Starting at the line containing "position:absolute; left:15px; top:15px;" and ending at the line containing "function drawText(font, color, halo, rows, align", print every line of the material below exactly, both ends included, and stop there.

*-*-*

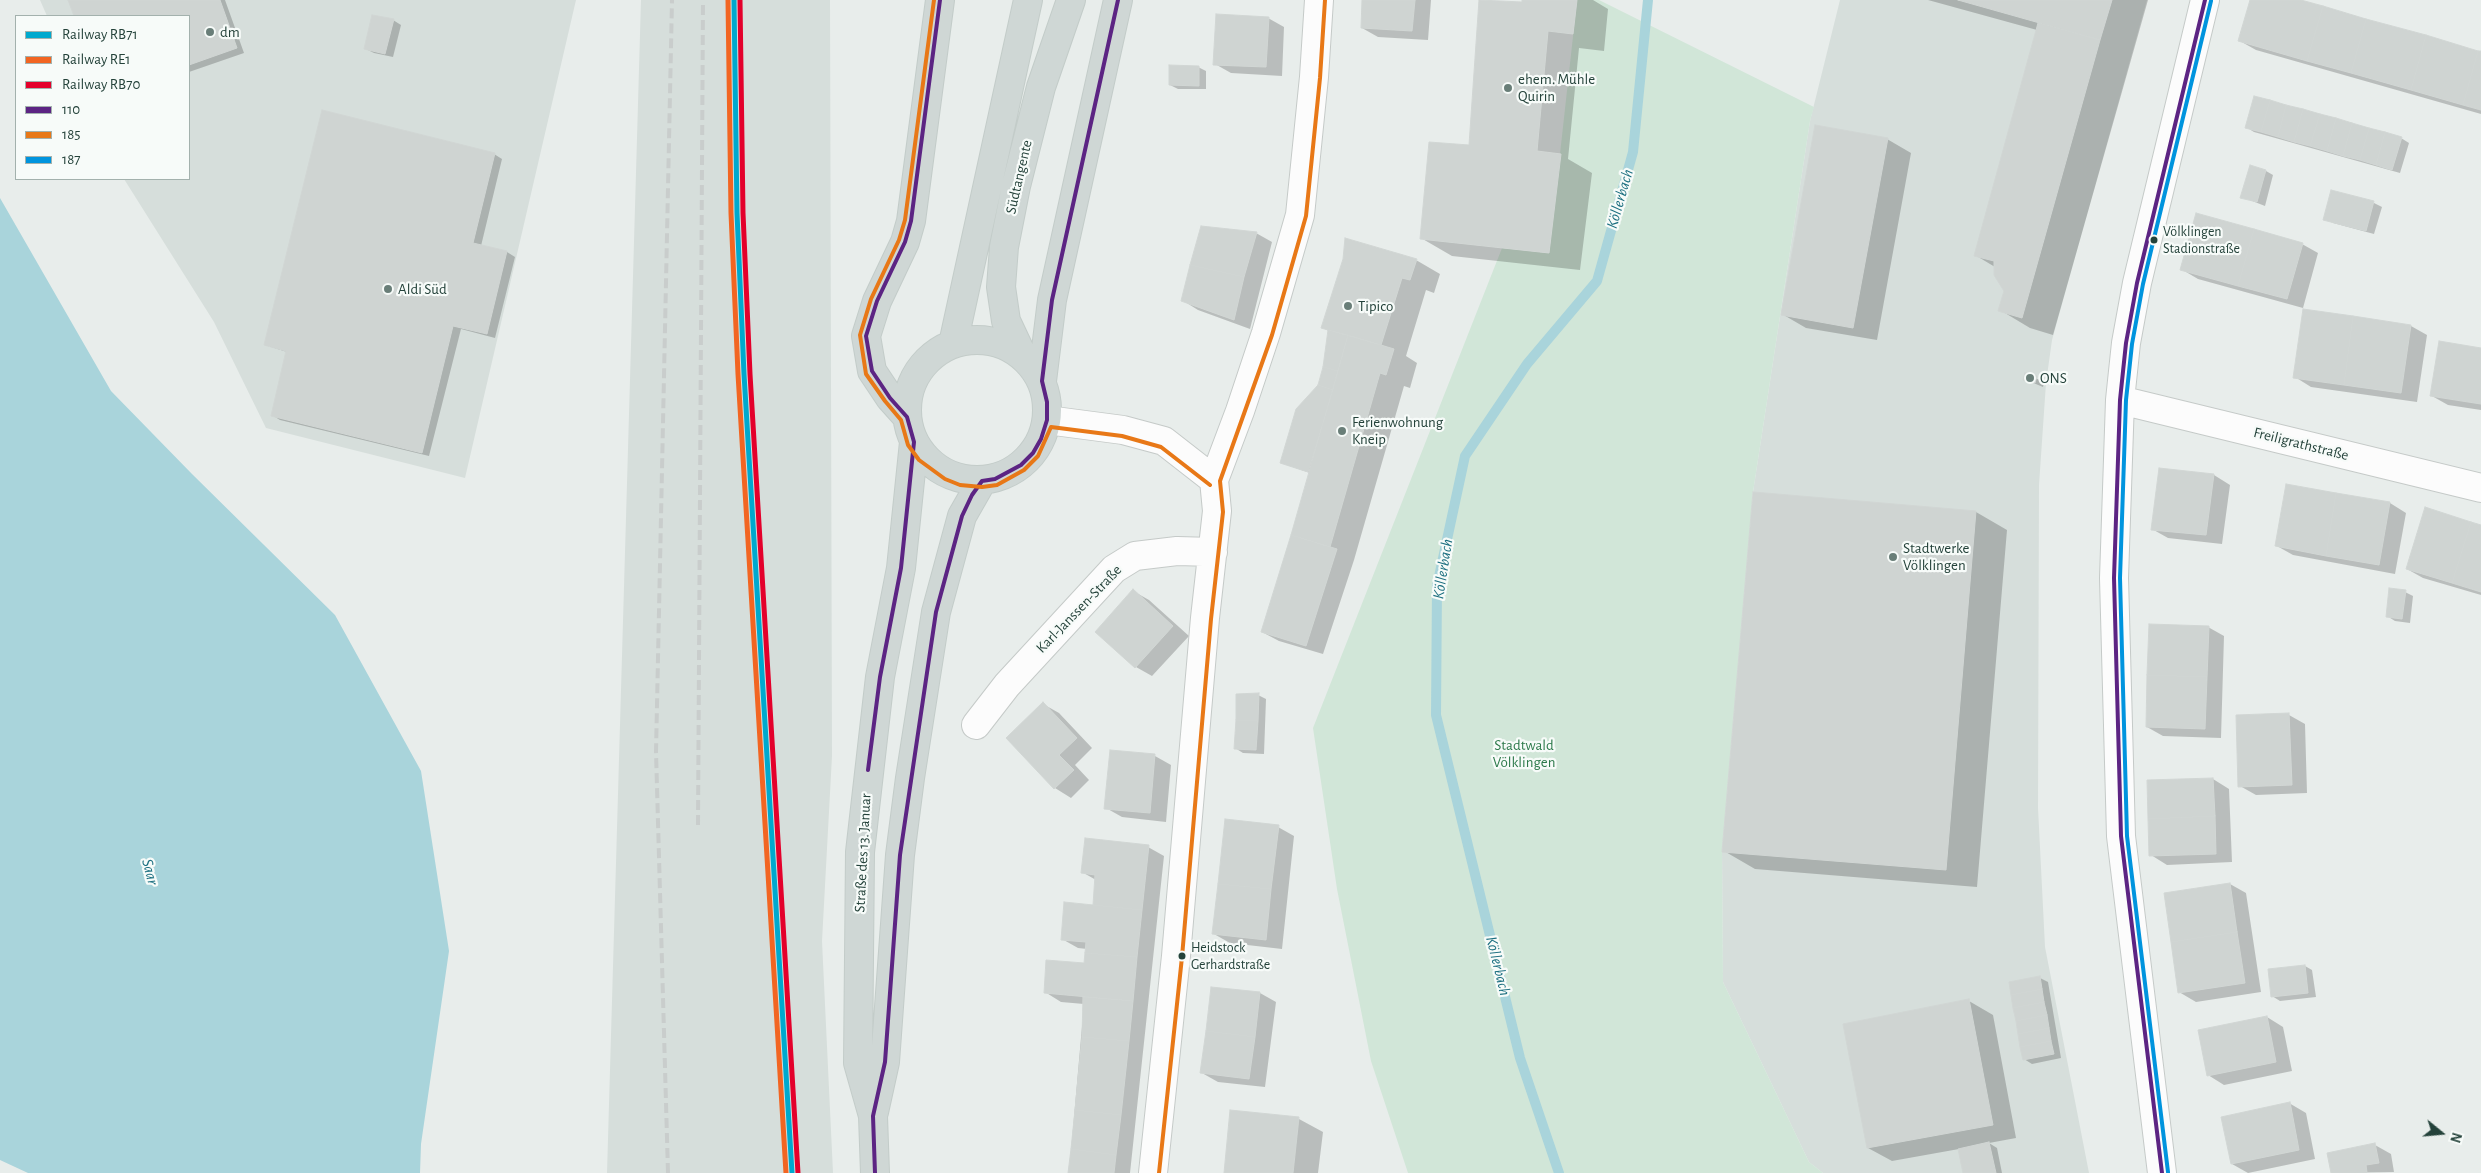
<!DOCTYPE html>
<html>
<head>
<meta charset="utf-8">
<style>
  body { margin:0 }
  #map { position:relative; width:2481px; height:1173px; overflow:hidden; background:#e8edeb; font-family:"Alegreya Sans",sans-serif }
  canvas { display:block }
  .legend { position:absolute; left:15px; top:15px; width:175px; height:165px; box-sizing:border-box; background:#f7fbf9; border:1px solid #a3b1ad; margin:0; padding:6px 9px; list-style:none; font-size:15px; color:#24423a }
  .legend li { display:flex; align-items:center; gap:10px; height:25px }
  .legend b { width:25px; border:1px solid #a3b1ad }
  .north { position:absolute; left:2416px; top:1108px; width:50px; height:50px; -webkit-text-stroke:4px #f7fbf9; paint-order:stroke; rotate:107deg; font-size:14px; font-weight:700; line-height:20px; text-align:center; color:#24423a }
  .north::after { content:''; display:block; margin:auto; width:18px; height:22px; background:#24423a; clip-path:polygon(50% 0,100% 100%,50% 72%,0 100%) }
</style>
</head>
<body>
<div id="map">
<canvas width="2481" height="1173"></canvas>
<ul class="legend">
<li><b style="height:6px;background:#00a9ce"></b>Railway RB71</li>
<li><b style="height:6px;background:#f26522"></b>Railway RE1</li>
<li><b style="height:6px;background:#e4002b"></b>Railway RB70</li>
<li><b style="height:6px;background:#5c2483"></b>110</li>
<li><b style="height:6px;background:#e87817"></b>185</li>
<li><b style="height:6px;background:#0094de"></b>187</li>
</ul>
<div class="north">N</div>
</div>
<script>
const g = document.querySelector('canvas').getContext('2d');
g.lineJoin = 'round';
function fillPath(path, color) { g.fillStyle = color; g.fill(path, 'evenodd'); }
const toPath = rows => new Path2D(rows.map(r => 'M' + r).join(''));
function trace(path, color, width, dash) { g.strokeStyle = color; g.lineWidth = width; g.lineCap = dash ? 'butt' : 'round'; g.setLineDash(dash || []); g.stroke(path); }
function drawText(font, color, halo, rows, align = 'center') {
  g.font = font + ' "Alegreya Sans",sans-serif'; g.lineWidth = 4.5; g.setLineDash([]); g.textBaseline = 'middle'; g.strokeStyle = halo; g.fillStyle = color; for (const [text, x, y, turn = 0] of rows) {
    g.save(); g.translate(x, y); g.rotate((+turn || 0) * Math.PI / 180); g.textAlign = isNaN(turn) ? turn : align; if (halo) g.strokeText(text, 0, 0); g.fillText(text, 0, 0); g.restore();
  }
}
fillPath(toPath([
  [40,0,576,0,465,478,266,428,214,322,124,179,189,179,189,16,47,16],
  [641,0,830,0,832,756,822,941,833,1173,607,1173],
  [1840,0,2147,0,2052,340,2046,383,2039,485,2038,808,2045,947,2089,1173,1823,1173,1809,1162,1723,982,1722,852,1753,492,1810,121]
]), '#d6dedb');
fillPath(toPath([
  [1577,0,1599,0,1814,107,1810,121,1753,492,1722,852,1723,982,1809,1162,1823,1173,1408,1173,1371,1061,1337,889,1313,728,1502,248,1549,253]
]), '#d1e6d8');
fillPath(toPath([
  [0,198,111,391,192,474,335,615,421,771,449,951,421,1144,420,1173,28,1173,0,1160]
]), '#a9d4db');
fillPath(toPath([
  [69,0,225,0,244,53,189,72,189,16,75,16],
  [1364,0,1431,0,1428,40,1378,37,1362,28],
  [1523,0,1593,0,1608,9,1604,51,1579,48,1568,159,1592,173,1580,270,1452,256,1421,238,1470,146],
  [1928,0,2148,0,2053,335,2030,328,2000,310,2005,291,1995,267,1975,255,2037,30],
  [2251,0,2296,0,2481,53,2481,114,2256,50,2240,41],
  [1268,18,1284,27,1282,76,1231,73,1215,64],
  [393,20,401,25,393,57,374,53,366,49],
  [1198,67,1206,71,1206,89,1178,89,1170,85],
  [2246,127,2401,138,2409,143,2400,173,2254,132],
  [1887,139,1911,153,1877,340,1806,328,1782,314],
  [494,154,502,159,481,246,507,252,515,257,495,338,461,329,429,456,280,420,272,415,287,352,265,345],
  [2266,171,2273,175,2265,206,2242,197],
  [2332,192,2374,203,2382,207,2374,234,2333,223,2325,219],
  [1256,233,1272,242,1250,329,1198,310,1182,300],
  [2302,244,2318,253,2303,308,2198,279,2181,269],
  [1416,260,1440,274,1434,293,1426,290,1406,356,1417,363,1410,388,1404,386,1354,560,1323,654,1279,641,1262,632,1310,473,1281,463,1319,386,1324,367,1329,331,1323,328],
  [2411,326,2427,335,2417,402,2311,387,2295,377],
  [2481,349,2481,410,2448,405,2432,396],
  [2026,374,2044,382,2043,387,2024,379],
  [2214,475,2230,485,2222,544,2168,538,2152,529],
  [2287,485,2390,503,2406,513,2395,574,2293,555,2277,546],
  [1754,494,1976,512,2007,530,1977,887,1755,869,1724,851],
  [2481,526,2481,595,2423,578,2407,569],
  [1133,591,1149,600,1189,636,1152,676,1136,667],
  [2405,592,2413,596,2410,623,2395,621,2387,616],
  [2208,627,2224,636,2221,738,2163,736,2147,727],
  [1258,695,1266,699,1264,754,1243,753,1235,748],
  [1043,704,1059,713,1092,748,1075,765,1089,780,1071,798,1055,788,1007,738],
  [2289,715,2305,724,2307,793,2256,795,2240,786],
  [1155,756,1171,765,1166,822,1122,817,1106,808],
  [2213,779,2229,789,2232,862,2167,865,2151,855,2148,782],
  [1278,827,1294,836,1282,949,1230,943,1214,934],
  [1148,847,1164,856,1130,1173,1069,1173,1084,1004,1061,1002,1045,992,1085,964,1087,949,1078,948,1062,939,1094,907,1096,880,1082,872],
  [2230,884,2246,893,2261,992,2196,1002,2179,992],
  [2305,966,2312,970,2316,997,2280,1001,2272,996],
  [2040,978,2048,982,2061,1058,2032,1064,2024,1059],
  [1260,993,1276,1002,1265,1087,1218,1082,1202,1073],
  [1969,1001,1993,1015,2016,1138,1989,1143,1997,1148,2002,1173,1964,1173,1959,1149,1892,1161,1868,1148],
  [2267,1017,2283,1027,2292,1071,2224,1085,2208,1075],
  [2289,1103,2306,1113,2315,1159,2248,1173,2232,1164],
  [1299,1119,1323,1132,1318,1173,1225,1173],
  [2375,1145,2391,1154,2394,1172,2332,1173]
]), '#0003');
trace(toPath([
  [1559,1173,1520,1058,1436,715,1437,586,1465,456,1527,364,1597,281,1633,152,1648,0]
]), '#a9d4db', 10);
const building = toPath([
  [68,0,220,0,237,48,189,65,189,16,74,16,68,0],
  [1415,0,1412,31,1361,28,1362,0,1415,0],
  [1479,0,1522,2,1522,0,1577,0,1573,34,1548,31,1537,151,1561,154,1549,253,1420,239,1429,142,1469,145,1479,0],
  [1958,0,2112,0,2100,40,1958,0],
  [2250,0,2301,0,2323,6,2307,61,2238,41,2250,0],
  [2323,6,2366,19,2351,73,2307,61,2323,6],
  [1216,14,1269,17,1266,67,1213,65,1216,14],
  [372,15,394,19,385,54,364,49,372,15],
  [2366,19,2426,35,2411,90,2351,73,2366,19],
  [2038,23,2100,40,2022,318,1998,311,2004,291,1994,275,1994,261,1974,256,2038,23],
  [2426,35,2478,51,2463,105,2411,90,2426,35],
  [2478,51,2481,51,2481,110,2463,105,2478,51],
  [1169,65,1199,66,1199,86,1169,85,1169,65],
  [2254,96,2270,100,2261,132,2245,128,2254,96],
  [2270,100,2286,105,2278,137,2261,132,2270,100],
  [2286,105,2303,109,2294,142,2278,137,2286,105],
  [2303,109,2320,114,2310,146,2294,142,2303,109],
  [322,110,495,153,473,243,507,251,487,334,453,326,422,453,271,416,286,351,264,345,322,110],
  [2320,114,2336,118,2327,151,2310,146,2320,114],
  [2336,118,2352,123,2343,156,2327,151,2336,118],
  [2352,123,2369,128,2360,160,2343,156,2352,123],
  [1815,125,1888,138,1853,328,1781,315,1815,125],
  [2369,128,2385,132,2376,165,2360,160,2369,128],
  [2385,132,2402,137,2392,170,2376,165,2385,132],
  [2250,165,2266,170,2257,202,2240,198,2250,165],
  [2331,190,2374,201,2366,231,2323,220,2331,190],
  [2196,213,2254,229,2238,286,2180,270,2196,213],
  [1201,226,1257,232,1244,277,1190,265,1201,226],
  [2254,229,2303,243,2287,299,2238,286,2254,229],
  [1345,238,1417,259,1410,280,1402,278,1381,345,1321,328,1343,259,1345,238],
  [1190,265,1244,277,1234,320,1181,301,1190,265],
  [2303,309,2353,316,2344,385,2293,378,2303,309],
  [2353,316,2411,325,2401,393,2344,385,2353,316],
  [1328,330,1348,335,1338,371,1323,367,1328,330],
  [1348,335,1394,349,1386,375,1380,373,1330,547,1291,535,1348,335],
  [2439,341,2481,348,2481,404,2430,396,2439,341],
  [1323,367,1338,371,1333,390,1318,385,1323,367],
  [2025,373,2037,376,2035,383,2023,380,2025,373],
  [1318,385,1333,390,1308,472,1280,463,1296,409,1318,385],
  [2159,468,2214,474,2206,535,2151,530,2159,468],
  [2286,484,2336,493,2326,556,2275,546,2286,484],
  [1753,492,1976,511,1946,870,1722,852,1753,492],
  [2336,493,2390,502,2379,565,2326,556,2336,493],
  [2425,507,2471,522,2452,583,2406,569,2425,507],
  [2471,522,2481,525,2481,592,2452,583,2471,522],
  [1291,535,1337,549,1306,646,1261,632,1291,535],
  [2389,588,2406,590,2402,619,2386,617,2389,588],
  [1133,589,1173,626,1135,668,1095,632,1133,589],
  [2149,624,2209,626,2207,677,2147,675,2149,624],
  [2147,675,2207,677,2205,729,2146,727,2147,675],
  [1259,693,1258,721,1236,720,1236,694,1259,693],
  [1043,702,1077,738,1059,755,1074,770,1054,789,1006,738,1043,702],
  [2289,713,2292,785,2238,787,2236,715,2289,713],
  [1236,720,1258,721,1256,750,1234,749,1236,720],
  [1110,750,1155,754,1150,813,1104,809,1110,750],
  [2213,778,2215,816,2148,819,2147,780,2213,778],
  [2215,816,2216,854,2149,856,2148,819,2215,816],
  [1225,819,1279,825,1271,889,1218,884,1225,819],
  [1085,838,1149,845,1142,910,1093,905,1095,875,1081,873,1085,838],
  [2230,883,2237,932,2171,942,2164,893,2230,883],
  [1218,884,1271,889,1266,940,1212,934,1218,884],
  [1064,902,1142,910,1137,957,1085,953,1086,942,1061,940,1064,902],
  [2237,932,2245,983,2178,993,2171,942,2237,932],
  [1085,953,1137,957,1133,1001,1044,993,1046,960,1084,963,1085,953],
  [2305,965,2308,993,2271,997,2268,969,2305,965],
  [2040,976,2042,989,2011,995,2009,982,2040,976],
  [1211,987,1260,992,1255,1037,1206,1031,1211,987],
  [2042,989,2044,1002,2013,1008,2011,995,2042,989],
  [1083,997,1133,1001,1129,1041,1082,1037,1083,997],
  [1969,999,1993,1125,1867,1148,1843,1024,1969,999],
  [2044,1002,2047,1015,2016,1021,2013,1008,2044,1002],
  [2047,1015,2049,1028,2018,1034,2016,1021,2047,1015],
  [2267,1016,2276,1062,2207,1076,2198,1030,2267,1016],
  [2049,1028,2051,1041,2020,1047,2018,1034,2049,1028],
  [1206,1031,1255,1037,1249,1079,1200,1073,1206,1031],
  [1082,1037,1129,1041,1121,1115,1075,1110,1082,1037],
  [2051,1041,2054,1054,2023,1060,2020,1047,2051,1041],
  [2290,1102,2299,1150,2231,1164,2221,1117,2290,1102],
  [1075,1110,1121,1115,1116,1155,1071,1149,1075,1110],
  [1230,1110,1299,1117,1293,1173,1224,1173,1230,1110],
  [1989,1142,1996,1173,1963,1173,1958,1149,1989,1142],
  [2375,1143,2379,1163,2366,1165,2367,1173,2331,1173,2327,1153,2375,1143],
  [1071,1149,1116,1155,1114,1173,1068,1173,1071,1149]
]);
fillPath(building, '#cfd4d2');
trace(building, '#d1d6d4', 1);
const minor = toPath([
  [2120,400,2481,488],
  [1047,420,1123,430,1164,441,1214,480],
  [976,725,1007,685,1114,569,1135,556,1177,551,1213,552],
  [1153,1173,1176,956,1205,618,1217,511,1214,480,1240,411,1266,333,1300,215,1314,77,1319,0],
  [2162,1173,2121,836,2114,578,2120,400,2126,343,2137,283,2205,0]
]);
const major = toPath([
  '907 410a70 70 0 1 1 140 0a70 70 0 1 1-140 0Z',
  [953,344,1028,0],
  [1022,355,1006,321,1001,287,1004,247,1016,186,1041,87,1071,0],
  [1042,381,1052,300,1118,0],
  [907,417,890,398,872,371,866,336,877,301,905,242,911,221,940,0],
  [874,1112,885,1062,900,855,910,778,936,612,962,516,982,481],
  [875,1173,873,1116,858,1063,860,852,880,677,901,568,914,442]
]);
trace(minor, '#c5cac8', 30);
trace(major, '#c3ccc9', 30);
trace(minor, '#fcfcfc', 28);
trace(major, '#cfd7d5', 28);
trace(toPath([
  [698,825,703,0],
  [668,1173,656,752,672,0]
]), '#c9cdcc', 4, [10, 5]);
trace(toPath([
  [868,770,880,677,901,568,914,442,907,417,890,398,872,371,866,336,877,301,905,242,911,221,940,0],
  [875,1173,873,1116,885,1062,900,855,936,612,962,516,972,495,982,481,995,479,1021,465,1033,453,1041,439,1047,420,1047,402,1042,381,1052,300,1118,0],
  [2162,1173,2121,836,2114,578,2120,400,2126,343,2137,283,2205,0]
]), '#5c2483', 4);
trace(toPath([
  [934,0,905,220,899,240,871,299,860,335,866,374,885,401,901,420,908,445,919,460,945,479,960,485,982,487,997,485,1024,470,1038,456,1051,427,1122,436,1161,447,1210,485],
  [1159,1173,1182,957,1211,619,1223,512,1220,481,1272,335,1306,216,1320,78,1325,0]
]), '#e87817', 4);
trace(toPath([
  [2168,1172,2127,836,2120,578,2126,400,2132,344,2143,284,2211,1]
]), '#0094de', 4);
trace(toPath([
  [734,0,737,213,744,374,792,1173]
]), '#00a9ce', 5);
trace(toPath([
  [728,0,731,213,738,374,786,1173]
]), '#f26522', 5);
trace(toPath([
  [740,0,743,213,750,374,798,1173]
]), '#e4002b', 5);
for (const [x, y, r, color] of [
  [210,32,5,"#697e78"],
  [1508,88,5,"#697e78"],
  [2154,240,4.5,"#24423a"],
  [388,289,5,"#697e78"],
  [1348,306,5,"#697e78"],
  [2030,378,5,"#697e78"],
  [1342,431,5,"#697e78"],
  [1893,557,5,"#697e78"],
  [1182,956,4.5,"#24423a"]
]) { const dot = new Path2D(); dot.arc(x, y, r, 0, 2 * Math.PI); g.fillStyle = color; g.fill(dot); trace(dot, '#f7fbf9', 2); }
drawText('14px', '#24423a', '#f7fbf9', [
  ["Völklingen",2163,232],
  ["Stadionstraße",2163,249],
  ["Heidstock",1191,948],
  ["Gerhardstraße",1191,965]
], 'left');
drawText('15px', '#24423a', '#f7fbf9', [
  ["dm",220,32],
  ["ehem. Mühle",1518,79],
  ["Quirin",1518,96],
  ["Aldi Süd",398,289],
  ["Tipico",1358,306],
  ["ONS",2040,378],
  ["Ferienwohnung",1352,422],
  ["Kneip",1352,439],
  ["Stadtwerke",1903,548],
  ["Völklingen",1903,565]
], 'left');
drawText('15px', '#24423a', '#f7fbf9', [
  ["Südtangente",1019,177,-77],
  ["Freiligrathstraße",2301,444,14],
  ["Karl-Janssen-Straße",1079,609,-46],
  ["Straße des 13. Januar",863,853,-87]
]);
drawText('15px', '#2d7a4b', '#f7fbf9', [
  ["Stadtwald",1524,745],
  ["Völklingen",1524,762]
]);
drawText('italic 16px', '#1c6f80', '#f7fbf9', [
  ["Köllerbach",1620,199,-74],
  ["Köllerbach",1443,569,-81],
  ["Saar",150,872,75],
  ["Köllerbach",1498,966,76]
]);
</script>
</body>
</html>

*-*-*

**FINISHED EXERCISE**
  .legend { position:absolute; left:15px; top:15px; width:175px; height:165px; box-sizing:border-box; background:#f7fbf9; border:1px solid #a3b1ad; margin:0; padding:6px 9px; list-style:none; font-size:15px; color:#24423a }
  .legend li { display:flex; align-items:center; gap:10px; height:25px }
  .legend b { width:25px; border:1px solid #a3b1ad }
  .north { position:absolute; left:2416px; top:1108px; width:50px; height:50px; -webkit-text-stroke:4px #f7fbf9; paint-order:stroke; rotate:107deg; font-size:14px; font-weight:700; line-height:20px; text-align:center; color:#24423a }
  .north::after { content:''; display:block; margin:auto; width:18px; height:22px; background:#24423a; clip-path:polygon(50% 0,100% 100%,50% 72%,0 100%) }
</style>
</head>
<body>
<div id="map">
<canvas width="2481" height="1173"></canvas>
<ul class="legend">
<li><b style="height:6px;background:#00a9ce"></b>Railway RB71</li>
<li><b style="height:6px;background:#f26522"></b>Railway RE1</li>
<li><b style="height:6px;background:#e4002b"></b>Railway RB70</li>
<li><b style="height:6px;background:#5c2483"></b>110</li>
<li><b style="height:6px;background:#e87817"></b>185</li>
<li><b style="height:6px;background:#0094de"></b>187</li>
</ul>
<div class="north">N</div>
</div>
<script>
const g = document.querySelector('canvas').getContext('2d');
g.lineJoin = 'round';
function fillPath(path, color) { g.fillStyle = color; g.fill(path, 'evenodd'); }
const toPath = rows => new Path2D(rows.map(r => 'M' + r).join(''));
function trace(path, color, width, dash) { g.strokeStyle = color; g.lineWidth = width; g.lineCap = dash ? 'butt' : 'round'; g.setLineDash(dash || []); g.stroke(path); }
function drawText(font, color, halo, rows, align = 'center') {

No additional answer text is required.